Aira dan Aulia tidak lagi menghiraukan ucapan Rania, mereka berpura-pura kesal padanya dengan harapan Rania akan berkata jujur pada mereka, tentang tempat pengabdian yang ditulis Rania di angket.

“Baiklah kalian menang aku kalah, kalian menyebalkan. Oke aku akan bicara, aku menulis pengabdian luar. Apa kalian puas?” Rania memutuskan mengalah pada dua sahabat baiknya itu.

Kedua sahabatnya itu merasa heran dengan keputusan Rania, selama ini mereka beranggapan bahwa Rania akan memilih pengabdian di PM 5, tapi ternyata anggapan mereka salah.

“Kenapa?” tanya Aira beberapa saat kemudian setelah sempat terkejut dengan keputusan Rania.

“Aku ingin membantu anak-anak di daerah terpencil yang kurang mendapatkan perhatian, tapi itukan hanya harapan dan keinginanku. Lagi pula menurutku pengisian angket itu hanya formalitas saja, mungkin ada yang terkabul tapi ada juga yang tidak terkabul, semua bergantung keputusan pimpinan dan tentunya kehendak dari Allah,” jelas Rania.

“Iya, kamu benar juga semua keputusan di tangan Allah, semoga saja kita mendapat tempat terbaik,” harap Aira yang kini menyandarkan kepalanya di bahu Aulia.

“Lalu kamu kenapa memilih pengadian di pondok cabang yang ada di luar Jawa?” tanya Rania pada Aira.

“Iseng,” jawab Aira santai.

“Aira!” teriak Rania dan Aulia bersama-sama, beberapa pasang mata kembali tertuju pada mereka, menyadari hal itu mereka pun menahan tawa.

“Kamu menyebalkan,” Rania menggelitiki pinggang Aira.

“Hust, Ran jangan berisik nanti kita jadi pusat perhatian,” Aira berusaha mengalihkan Rania.

“Baiklah kamu selamat karena kita di tempat umum tapi jangan harap ya nanti sampai di kamar,” ucap Rania dengan mata penuh ancaman.

“Tapi aku memang serius iseng memilih pondok luar Jawa, soalnya aku penasaran mau merasakan suasana pondok di sana,” Aira melanjutkan ucapannya.

“Baiklah, aku tahu kamu itu kan memang orangnya suka penasaran dengan sesuatu yang beda, baiklah semoga saja rasa penasaran kamu tidak akan membawamu pada penyesalan,” Rania menasihati.

“Ih Rania kok kamu bicaranya seperti itu si,” rajuk Aira.

“Hahaha iya-iya maaf, bercanda kok,” Rania tertawa riang.

“Lalu kalian tidak bertanya padaku kenapa aku menulis pengabdian di luar?” Aulia merasa diacuhkan.

“Tidak,” sunggut Aira.

“Kok gitu?” Aulia tidak terima.

“Karena kita sudah tahu jawabannya,” Rania menimpali.

“Apa memangnya?” Aulia tidak percaya.

“Belajar disain,” ucap Rania dan Aira secara bersamaan.

Aulia terkikik pelan mendengar jawaban super kompak dari dua sahabat baiknya itu, mereka pun tertawa bersama kembali.

Mereka berusaha menahan kesedihan dengan tawa.

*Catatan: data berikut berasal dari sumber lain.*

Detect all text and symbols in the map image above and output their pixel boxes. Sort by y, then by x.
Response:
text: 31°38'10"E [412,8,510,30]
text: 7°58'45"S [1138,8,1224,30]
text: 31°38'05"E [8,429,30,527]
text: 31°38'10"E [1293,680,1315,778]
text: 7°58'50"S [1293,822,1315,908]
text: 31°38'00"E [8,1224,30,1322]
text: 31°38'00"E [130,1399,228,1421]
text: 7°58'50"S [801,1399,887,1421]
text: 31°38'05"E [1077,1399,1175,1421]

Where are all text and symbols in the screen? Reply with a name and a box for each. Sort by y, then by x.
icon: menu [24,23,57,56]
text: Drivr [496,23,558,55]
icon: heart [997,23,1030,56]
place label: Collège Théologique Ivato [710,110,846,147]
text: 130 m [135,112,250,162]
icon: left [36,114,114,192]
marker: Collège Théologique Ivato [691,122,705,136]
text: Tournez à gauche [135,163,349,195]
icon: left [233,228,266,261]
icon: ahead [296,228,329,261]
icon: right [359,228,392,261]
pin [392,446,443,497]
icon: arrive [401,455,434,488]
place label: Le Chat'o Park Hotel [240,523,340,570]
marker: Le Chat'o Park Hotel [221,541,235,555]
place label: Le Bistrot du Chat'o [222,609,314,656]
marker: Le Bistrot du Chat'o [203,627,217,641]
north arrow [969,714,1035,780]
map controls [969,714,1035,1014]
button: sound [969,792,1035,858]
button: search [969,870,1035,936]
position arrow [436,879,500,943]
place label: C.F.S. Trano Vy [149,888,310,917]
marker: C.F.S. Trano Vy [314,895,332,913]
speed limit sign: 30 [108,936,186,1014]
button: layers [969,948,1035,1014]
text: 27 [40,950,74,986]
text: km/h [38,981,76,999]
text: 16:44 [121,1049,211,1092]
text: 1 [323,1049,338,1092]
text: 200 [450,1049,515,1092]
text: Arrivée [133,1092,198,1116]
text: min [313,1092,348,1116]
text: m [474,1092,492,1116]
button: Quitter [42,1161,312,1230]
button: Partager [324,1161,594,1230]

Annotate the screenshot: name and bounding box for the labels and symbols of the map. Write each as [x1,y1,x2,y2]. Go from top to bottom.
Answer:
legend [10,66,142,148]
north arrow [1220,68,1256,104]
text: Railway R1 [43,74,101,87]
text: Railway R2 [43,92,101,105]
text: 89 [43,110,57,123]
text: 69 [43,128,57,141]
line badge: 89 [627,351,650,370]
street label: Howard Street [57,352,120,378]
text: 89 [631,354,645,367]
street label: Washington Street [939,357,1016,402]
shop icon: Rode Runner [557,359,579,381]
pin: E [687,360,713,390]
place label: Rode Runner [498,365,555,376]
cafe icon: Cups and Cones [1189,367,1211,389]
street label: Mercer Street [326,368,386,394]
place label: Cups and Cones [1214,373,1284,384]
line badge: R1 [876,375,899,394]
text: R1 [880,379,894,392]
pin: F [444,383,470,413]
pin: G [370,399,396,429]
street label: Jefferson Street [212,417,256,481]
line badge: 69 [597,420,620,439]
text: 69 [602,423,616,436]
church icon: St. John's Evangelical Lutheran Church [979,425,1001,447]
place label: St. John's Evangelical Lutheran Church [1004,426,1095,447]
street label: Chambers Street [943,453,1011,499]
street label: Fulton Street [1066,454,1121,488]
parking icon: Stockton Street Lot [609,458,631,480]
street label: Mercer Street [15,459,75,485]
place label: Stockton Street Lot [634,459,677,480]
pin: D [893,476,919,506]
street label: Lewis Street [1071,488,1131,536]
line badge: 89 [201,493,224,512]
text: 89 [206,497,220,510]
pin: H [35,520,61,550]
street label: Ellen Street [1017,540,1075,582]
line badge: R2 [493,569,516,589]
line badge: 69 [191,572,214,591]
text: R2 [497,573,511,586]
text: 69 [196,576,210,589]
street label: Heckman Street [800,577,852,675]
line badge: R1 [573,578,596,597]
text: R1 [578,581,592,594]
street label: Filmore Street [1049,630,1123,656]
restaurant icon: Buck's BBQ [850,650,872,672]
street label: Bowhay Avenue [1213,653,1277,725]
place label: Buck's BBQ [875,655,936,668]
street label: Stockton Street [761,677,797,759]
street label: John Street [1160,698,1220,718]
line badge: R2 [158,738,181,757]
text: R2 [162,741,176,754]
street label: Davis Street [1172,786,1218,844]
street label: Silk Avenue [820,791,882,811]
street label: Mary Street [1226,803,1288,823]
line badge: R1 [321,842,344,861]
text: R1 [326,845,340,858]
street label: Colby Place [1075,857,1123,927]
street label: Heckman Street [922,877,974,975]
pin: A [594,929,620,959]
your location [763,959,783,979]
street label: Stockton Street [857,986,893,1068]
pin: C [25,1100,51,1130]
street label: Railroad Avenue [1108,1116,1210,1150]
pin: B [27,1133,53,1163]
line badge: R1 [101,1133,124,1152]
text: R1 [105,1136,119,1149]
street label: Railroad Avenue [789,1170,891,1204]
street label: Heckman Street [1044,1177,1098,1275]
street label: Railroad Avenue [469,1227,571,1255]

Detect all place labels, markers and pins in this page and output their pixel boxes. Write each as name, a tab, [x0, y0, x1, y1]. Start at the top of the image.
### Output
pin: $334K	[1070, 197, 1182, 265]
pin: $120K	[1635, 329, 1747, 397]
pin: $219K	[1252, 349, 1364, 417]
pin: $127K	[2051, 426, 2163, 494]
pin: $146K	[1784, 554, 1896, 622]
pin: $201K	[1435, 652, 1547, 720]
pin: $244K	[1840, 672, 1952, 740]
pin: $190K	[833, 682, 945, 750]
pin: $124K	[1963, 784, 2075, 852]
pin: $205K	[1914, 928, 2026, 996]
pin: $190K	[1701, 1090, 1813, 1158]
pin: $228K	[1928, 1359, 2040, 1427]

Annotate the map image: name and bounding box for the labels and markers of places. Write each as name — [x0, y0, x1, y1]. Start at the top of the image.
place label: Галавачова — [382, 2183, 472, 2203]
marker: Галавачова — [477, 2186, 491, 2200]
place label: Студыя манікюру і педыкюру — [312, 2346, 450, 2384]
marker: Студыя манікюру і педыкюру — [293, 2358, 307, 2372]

Tali persahabatan mereka telah terjalin sejak lama. Hal itu menyebabkan terbentuknya rasa saling memahami. Mereka berusaha menahan tangis, bukan tidak senang karena akan lulus, tetapi kelulusan berarti pula perpisahan. Tidak hanya mereka bertiga yang akan berpisah tapi semua santri kelas enam, itu artinya mereka harus berpisah dengan angkatan mereka. Tidak hanya teman, tapi mereka juga keluarga, mereka tidak hanya berpisah dengan teman-teman seangkatan, tapi juga dengan kamar mereka, dengan kebiasaan mereka, dan segala yang ada di dalam PM, yang tentu saja tidak akan mereka temukan di tempat lain.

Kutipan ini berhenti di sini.